The clock is quickly winding down to apply for disaster relief from Missouri’s devastating floods during late April and early May.

Image courtesy of the Missouri Department of Public Safety

President Donald Trump issued a Disaster Declaration for the state on June 2nd, freeing up federal funds to provide assistance.

Initially local governments and non-profits in 46 counties were eligible for public help, while homeowners and renters in 27 counties could receive individual aid.

Since then, seven counties have been added to the public category.  They include Boone, Cape Girardeau, Mississippi, New Madrid, Pemiscot, Scott and Ste. Genevieve.  The extended public deadline to apply, which includes only those seven jurisdictions, is Saturday, August 12th.

State Disaster Recovery Coordinator Patrick Baker says the special arrangement is in place because those counties didn’t originally meet the required damage totals.

“As additional damage was discovered, they then met the threshold to be included in the Presidential disaster declaration” said Baker.

On the individual side, eight additional counties have been added.  Those jurisdictions, along with the original 27, are eligible for relief through Monday August 14th.

The new total of 35 individual counties includes Bollinger, Butler, Carter, Christian, Crawford, Dent, Douglas, Dunklin, Franklin, Gasconade, Greene, Howell, Iron, Jasper, Jefferson, Madison, Maries, McDonald, Newton, Oregon, Osage, Ozark, Pemiscot, Phelps, Pulaski, Reynolds, Ripley, Shannon, Ste. Genevieve, St. Louis, Stone, Taney, Texas, Wayne and Wright.

The disaster relief funds are available from the Federal Emergency Management Agency (FEMA), and are distributed through the State Emergency Management Agency (SEMA).

Public assistance is generally applied to infrastructure repairs for roads, bridges and schools.  FEMA covers 75% of those costs, with the state historically chipping in 10%.  The local governments and non-profits are normally required to cover the remaining 15%.

Baker says the federal and state money can help cities and counties repair damage that would otherwise be too expensive for them to cover.

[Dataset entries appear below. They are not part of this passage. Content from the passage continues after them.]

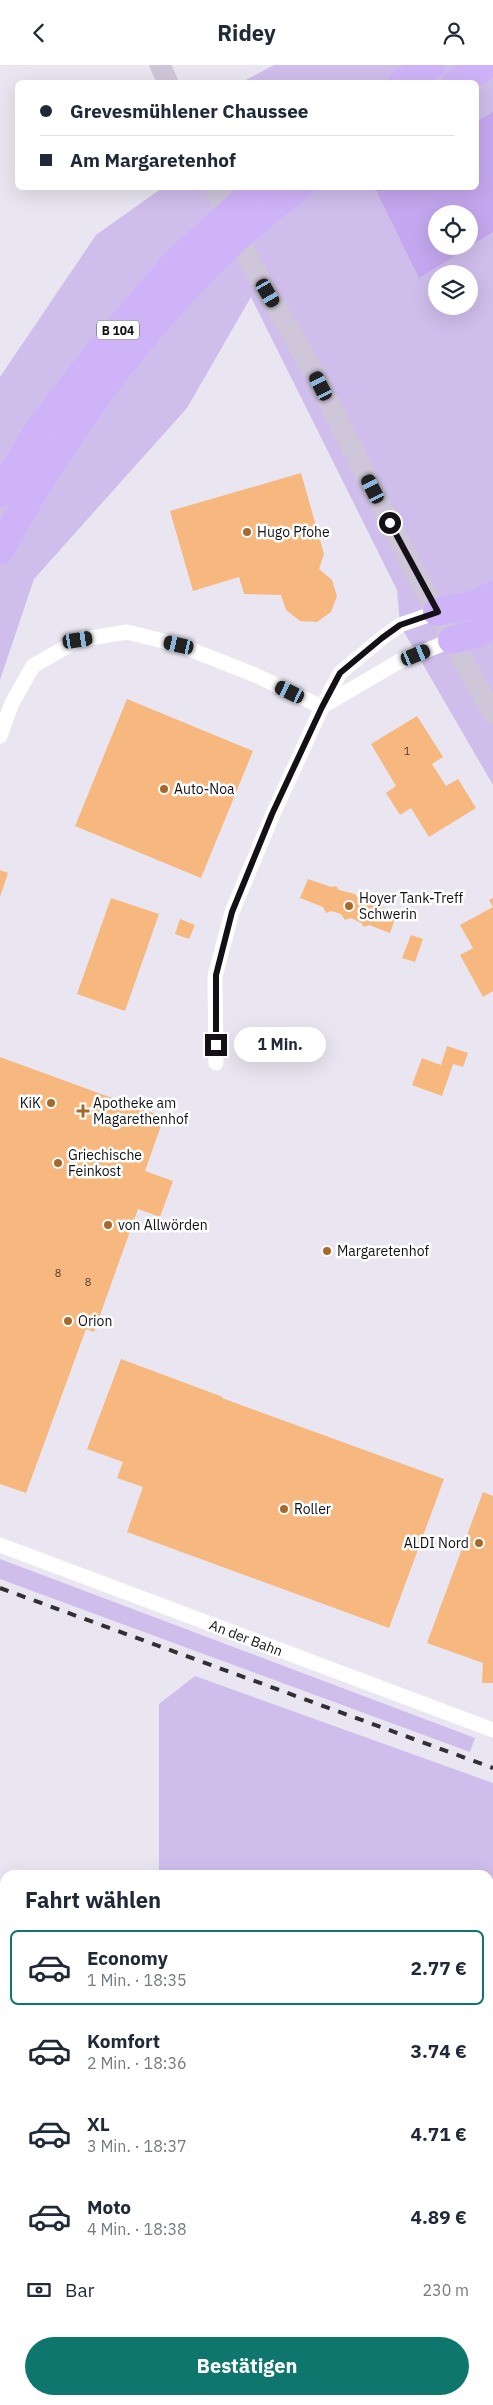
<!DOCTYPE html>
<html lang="de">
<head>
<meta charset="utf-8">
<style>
  :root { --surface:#fff; --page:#f6f6f7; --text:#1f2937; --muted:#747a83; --line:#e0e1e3; --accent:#0f766e }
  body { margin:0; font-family:"IBM Plex Sans",sans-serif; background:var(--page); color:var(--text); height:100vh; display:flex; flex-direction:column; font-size:19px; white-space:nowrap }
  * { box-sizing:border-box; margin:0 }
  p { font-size:16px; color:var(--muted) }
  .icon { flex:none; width:28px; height:28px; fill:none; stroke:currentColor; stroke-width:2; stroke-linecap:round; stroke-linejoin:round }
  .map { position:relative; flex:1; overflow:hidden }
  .sheet { position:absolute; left:0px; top:1805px; width:494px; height:535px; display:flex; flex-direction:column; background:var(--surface); border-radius:15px 15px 0 0; box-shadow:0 5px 20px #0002 }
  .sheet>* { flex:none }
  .hud { position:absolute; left:15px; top:15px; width:464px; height:110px; border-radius:8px; box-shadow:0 5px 20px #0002; display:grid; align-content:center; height:110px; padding:0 25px; background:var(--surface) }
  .buttons { position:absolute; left:428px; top:140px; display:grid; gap:10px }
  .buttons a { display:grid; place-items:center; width:50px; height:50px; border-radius:50%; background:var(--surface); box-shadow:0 5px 20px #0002; font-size:25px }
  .end { position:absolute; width:22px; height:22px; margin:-11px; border:6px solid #131115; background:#fff; box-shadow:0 0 0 2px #fff }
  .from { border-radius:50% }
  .bubble { position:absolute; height:35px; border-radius:18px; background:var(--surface); box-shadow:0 5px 20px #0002; font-size:16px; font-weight:700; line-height:35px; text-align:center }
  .car { position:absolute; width:15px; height:30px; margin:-15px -8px; border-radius:6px; box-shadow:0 0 4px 1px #0007; background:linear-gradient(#222 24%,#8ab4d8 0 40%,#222 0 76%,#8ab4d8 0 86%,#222 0) }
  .hud b { display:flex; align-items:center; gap:18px; height:48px; font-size:19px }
  .hud b+b { border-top:1px solid var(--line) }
  .hud i { width:12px; height:12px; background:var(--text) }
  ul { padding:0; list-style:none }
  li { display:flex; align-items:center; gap:15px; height:75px; margin:0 10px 8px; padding:0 15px; border:2px solid transparent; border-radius:8px }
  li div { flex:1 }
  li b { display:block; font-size:19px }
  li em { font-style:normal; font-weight:700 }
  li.on { border-color:var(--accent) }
  li>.icon { width:45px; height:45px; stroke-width:1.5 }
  h2 { padding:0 25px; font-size:22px; line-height:60px }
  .pay { display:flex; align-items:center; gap:12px; height:55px; padding:0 25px; font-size:19px }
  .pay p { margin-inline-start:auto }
  .button { display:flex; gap:10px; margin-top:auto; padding:10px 25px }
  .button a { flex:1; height:58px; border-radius:30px; background:var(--accent); color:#fff; font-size:20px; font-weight:700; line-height:58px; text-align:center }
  header { display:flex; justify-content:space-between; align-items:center; height:65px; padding:0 25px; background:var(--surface); font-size:22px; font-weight:700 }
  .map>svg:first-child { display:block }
</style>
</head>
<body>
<header><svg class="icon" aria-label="back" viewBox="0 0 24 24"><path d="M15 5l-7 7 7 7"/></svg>Ridey<svg class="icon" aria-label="person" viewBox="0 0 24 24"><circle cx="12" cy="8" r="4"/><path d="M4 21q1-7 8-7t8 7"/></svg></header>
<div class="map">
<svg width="493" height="2340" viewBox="0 0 493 2340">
  <rect width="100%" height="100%" fill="#eae6f1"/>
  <g fill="#cfbdeb" fill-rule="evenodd">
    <path d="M274,0H493V720L400,560L397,525L251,232L187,343L34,514L0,615V312L96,170L162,123L476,122V18L242,17ZM436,149H469V181H436ZM436,209H469V241H436Z"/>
    <path d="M0,1494L475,1673L470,1687L0,1514Z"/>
    <path d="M195,1611L493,1718V2340H0V2223L5,2220V2335H489V1810H159V1639Z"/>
  </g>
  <path fill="#c4a7ee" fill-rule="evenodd" d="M493,47V167L419,213L375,123L476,122V57ZM436,149H469V181H436Z"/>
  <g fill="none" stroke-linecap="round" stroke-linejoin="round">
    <path stroke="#7f6b9c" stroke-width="5.5" d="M219,2340L220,2335"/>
  </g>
  <g fill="#f6b87e">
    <path d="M301,408L324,489L319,504L332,515L337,531L331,547L317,557L300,556L286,545L281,530L244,529L239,512L193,526L170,446Z"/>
    <path d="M127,634L253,686L201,813L75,761Z"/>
    <path d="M417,651L443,692L432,699L446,721L458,714L476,743L429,772L411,743L400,750L386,728L396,721L371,679Z"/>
    <path d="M0,805L8,808L0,832Z"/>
    <path d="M308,814L331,822L336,821L339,825L355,829L358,833L374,837L376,840L397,848L390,868L369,860L364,862L361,858L351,853L345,855L341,849L331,846L326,848L323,842L300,833Z"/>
    <path d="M111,833L159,849L125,946L77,929Z"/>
    <path d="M493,833V926L483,932L460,890L473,883L460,860L493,842L489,835Z"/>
    <path d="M180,854L195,860L189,874L175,869Z"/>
    <path d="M411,870L423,874L415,897L402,893Z"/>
    <path d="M447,981L468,988L463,1002L453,999L442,1031L412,1020L422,993L441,1000Z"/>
    <path d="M0,992L164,1052L145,1106L173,1116L160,1152L138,1144L94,1267L86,1264L26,1428L0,1419Z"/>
    <path d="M121,1294L223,1332L222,1333L444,1414L389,1563L127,1467L143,1422L117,1413L123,1397L87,1384Z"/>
    <path d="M483,1427L493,1431V1618H482L483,1598L427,1578Z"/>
  </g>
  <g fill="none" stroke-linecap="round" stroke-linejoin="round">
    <g stroke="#fff" stroke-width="15">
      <path d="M323,641L398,597L452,575"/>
      <path d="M0,671L12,638L33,601L78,575L127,567L179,580L255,610L322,642"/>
      <path d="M216,998L215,911L232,847L273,749L322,642L340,608L382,573L400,560L437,547"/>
      <path d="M0,1480L493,1665"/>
    </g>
    <g stroke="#cfc6d9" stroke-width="21">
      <path d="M160,0L168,18"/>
      <path d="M214,122L250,197L312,304L416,509L493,649"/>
    </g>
    <g stroke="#cfb3f9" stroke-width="28">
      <path d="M402,18L431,0"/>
      <path d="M456,18L487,0"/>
      <path d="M0,428L40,363L95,292L176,197L259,122"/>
      <path d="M0,485C73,351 175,213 299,122"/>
      <path d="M437,547L476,539L493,530"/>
      <path d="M452,575L475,569L493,559"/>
    </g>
    <path stroke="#312f34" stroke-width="4" stroke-dasharray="9 9" stroke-linecap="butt" d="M0,1523L493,1703"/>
  </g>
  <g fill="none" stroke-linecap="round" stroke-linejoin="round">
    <path stroke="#131115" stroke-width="6" d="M216,980V910L232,847L272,749L322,642L340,608L382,573L400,560L438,547L390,458"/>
  </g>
  <g fill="#a5692b" stroke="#fff" stroke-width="2">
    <circle cx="247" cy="467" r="5"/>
    <circle cx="164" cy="724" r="5"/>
    <circle cx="349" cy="841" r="5"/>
    <circle cx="51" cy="1038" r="5"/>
    <path d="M80.5 1038.5h5v5h5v5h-5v5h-5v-5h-5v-5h5z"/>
    <circle cx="58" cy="1098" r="5"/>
    <circle cx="108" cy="1160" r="5"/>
    <circle cx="327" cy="1186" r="5"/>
    <circle cx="68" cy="1256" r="5"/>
    <circle cx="284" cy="1444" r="5"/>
    <circle cx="479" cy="1478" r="5"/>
  </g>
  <g text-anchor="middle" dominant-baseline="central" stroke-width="5" stroke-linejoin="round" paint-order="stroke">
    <g font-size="11" fill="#4c3b2f">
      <text x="407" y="686">1</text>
      <text x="58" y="1208">8</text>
      <text x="88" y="1217">8</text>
    </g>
    <rect fill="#fff" stroke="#5a585b" stroke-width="1" x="97" y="255.5" width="42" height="19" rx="4"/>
    <g font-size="12" font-weight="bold" fill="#131115">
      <text x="118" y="265">B 104</text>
    </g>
    <g font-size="14" fill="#131115" stroke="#fff" text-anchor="start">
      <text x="257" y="467">Hugo Pfohe</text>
      <text x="174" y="724">Auto-Noa</text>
      <text x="359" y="833">Hoyer Tank-Treff<tspan x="359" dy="16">Schwerin</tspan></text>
      <text x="41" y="1038" text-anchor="end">KiK</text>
      <text x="93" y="1038">Apotheke am<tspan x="93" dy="16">Magarethenhof</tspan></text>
      <text x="68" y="1090">Griechische<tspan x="68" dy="16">Feinkost</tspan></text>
      <text x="118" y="1160">von Allwörden</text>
      <text x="337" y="1186">Margaretenhof</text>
      <text x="78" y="1256">Orion</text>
      <text x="294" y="1444">Roller</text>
      <text x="469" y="1478" text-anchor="end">ALDI Nord</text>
    </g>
    <g font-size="14" fill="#131115" stroke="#fff">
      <text transform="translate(246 1573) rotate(21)">An der Bahn</text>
    </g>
  </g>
</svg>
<div class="buttons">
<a><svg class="icon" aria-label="locate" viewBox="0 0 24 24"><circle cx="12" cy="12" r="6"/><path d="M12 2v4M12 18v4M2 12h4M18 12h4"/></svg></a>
<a><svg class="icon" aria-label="layers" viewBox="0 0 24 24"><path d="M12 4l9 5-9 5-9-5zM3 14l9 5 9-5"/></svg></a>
</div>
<i class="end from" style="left:390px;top:458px"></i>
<i class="end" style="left:216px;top:980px"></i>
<div class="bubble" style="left:234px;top:962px;width:92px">1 Min.</div>
<i class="car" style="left:268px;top:228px;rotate:150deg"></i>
<i class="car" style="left:321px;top:321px;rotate:333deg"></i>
<i class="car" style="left:373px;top:424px;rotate:333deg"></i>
<i class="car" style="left:78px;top:575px;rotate:81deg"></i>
<i class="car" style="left:179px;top:580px;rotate:283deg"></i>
<i class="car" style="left:416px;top:590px;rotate:68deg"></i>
<i class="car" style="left:290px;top:627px;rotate:296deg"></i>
<div class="hud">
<b><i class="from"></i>Grevesmühlener Chaussee</b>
<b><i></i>Am Margaretenhof</b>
</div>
<section class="sheet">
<h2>Fahrt wählen</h2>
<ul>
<li class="on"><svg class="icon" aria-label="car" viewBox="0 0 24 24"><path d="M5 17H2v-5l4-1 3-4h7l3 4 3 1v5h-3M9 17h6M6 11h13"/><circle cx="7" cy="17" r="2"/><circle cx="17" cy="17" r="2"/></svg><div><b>Economy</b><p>1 Min. · 18:35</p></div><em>2.77 €</em></li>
<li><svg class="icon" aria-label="car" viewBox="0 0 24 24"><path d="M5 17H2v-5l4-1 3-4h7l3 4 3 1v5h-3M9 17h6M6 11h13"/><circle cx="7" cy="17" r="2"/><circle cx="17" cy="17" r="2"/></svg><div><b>Komfort</b><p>2 Min. · 18:36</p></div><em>3.74 €</em></li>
<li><svg class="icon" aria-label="car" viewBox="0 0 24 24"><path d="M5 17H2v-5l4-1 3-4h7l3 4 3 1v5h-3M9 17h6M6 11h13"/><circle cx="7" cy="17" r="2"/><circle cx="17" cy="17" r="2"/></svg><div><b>XL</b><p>3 Min. · 18:37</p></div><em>4.71 €</em></li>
<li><svg class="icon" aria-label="car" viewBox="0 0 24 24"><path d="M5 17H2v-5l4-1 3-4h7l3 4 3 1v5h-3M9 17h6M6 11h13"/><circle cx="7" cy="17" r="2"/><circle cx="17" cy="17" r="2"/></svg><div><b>Moto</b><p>4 Min. · 18:38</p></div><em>4.89 €</em></li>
</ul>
<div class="pay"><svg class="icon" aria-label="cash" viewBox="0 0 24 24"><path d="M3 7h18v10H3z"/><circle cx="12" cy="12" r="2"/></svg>Bar<p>230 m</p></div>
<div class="button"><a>Bestätigen</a></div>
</section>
</div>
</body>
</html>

“Certainly there’s a different fiscal reality in each county” Baker said.  “This cost sharing allows some of those counties to recover where they normally wouldn’t if they had to pay the entire cost.”

Any public project that is $120,000 or less is paid up front, while larger cash outlays are parceled out as the work is completed.  Baker says local governments and non-profits can expect assistance from federal and state agencies once they meet the Saturday deadline to file applications.

“Then over the next couple of months, they’ll work with folks from SEMA and FEMA on looking at the detail and level of the work to repair those structures to get them back to pre-disaster status.”  Baker says the funds can also be applied to upgrades that guard against future damage from disasters such as floods or ice storms.

Disaster assistance for individual homeowners is handled differently than the public aid in that it is awarded as a grant.  According to Baker, people often mistakenly assume they can’t get federal assistance if they’re protected by disaster insurance.

“It’s important that even if an applicant has flood insurance that they still call and register.  We don’t want anybody to disqualify themselves.  Let those officials on the phone walk you through what programs and assistance is available, see what you might qualify for.”

Since disaster assistance has been available for victims of the spring floods, grant money has been issued to nearly 1,900 individuals and families in the 35 counties for items such as emergency home repairs and rental assistance.

Mike O’Connell with the Missouri Department of Public Safety says the dollar figure for individuals is substantial.  “There’s almost $12 million in grant money that’s gone to them” said O’Connell.

Further information during the last few days to apply for aid is available here of by calling 800-621-FEMA.

O’Connell says the federal money’s meant to simultaneously help people and the cities they live in recovery from disasters.  “This is essential for families to recover, and then that helps Missouri communities recover.  We just don’t want anybody to miss out on this opportunity to apply.”

Homeowners, renters and businesses in Missouri have also received low interests loans totaling $15.6 million from the Small Business Administration as a result of the floods.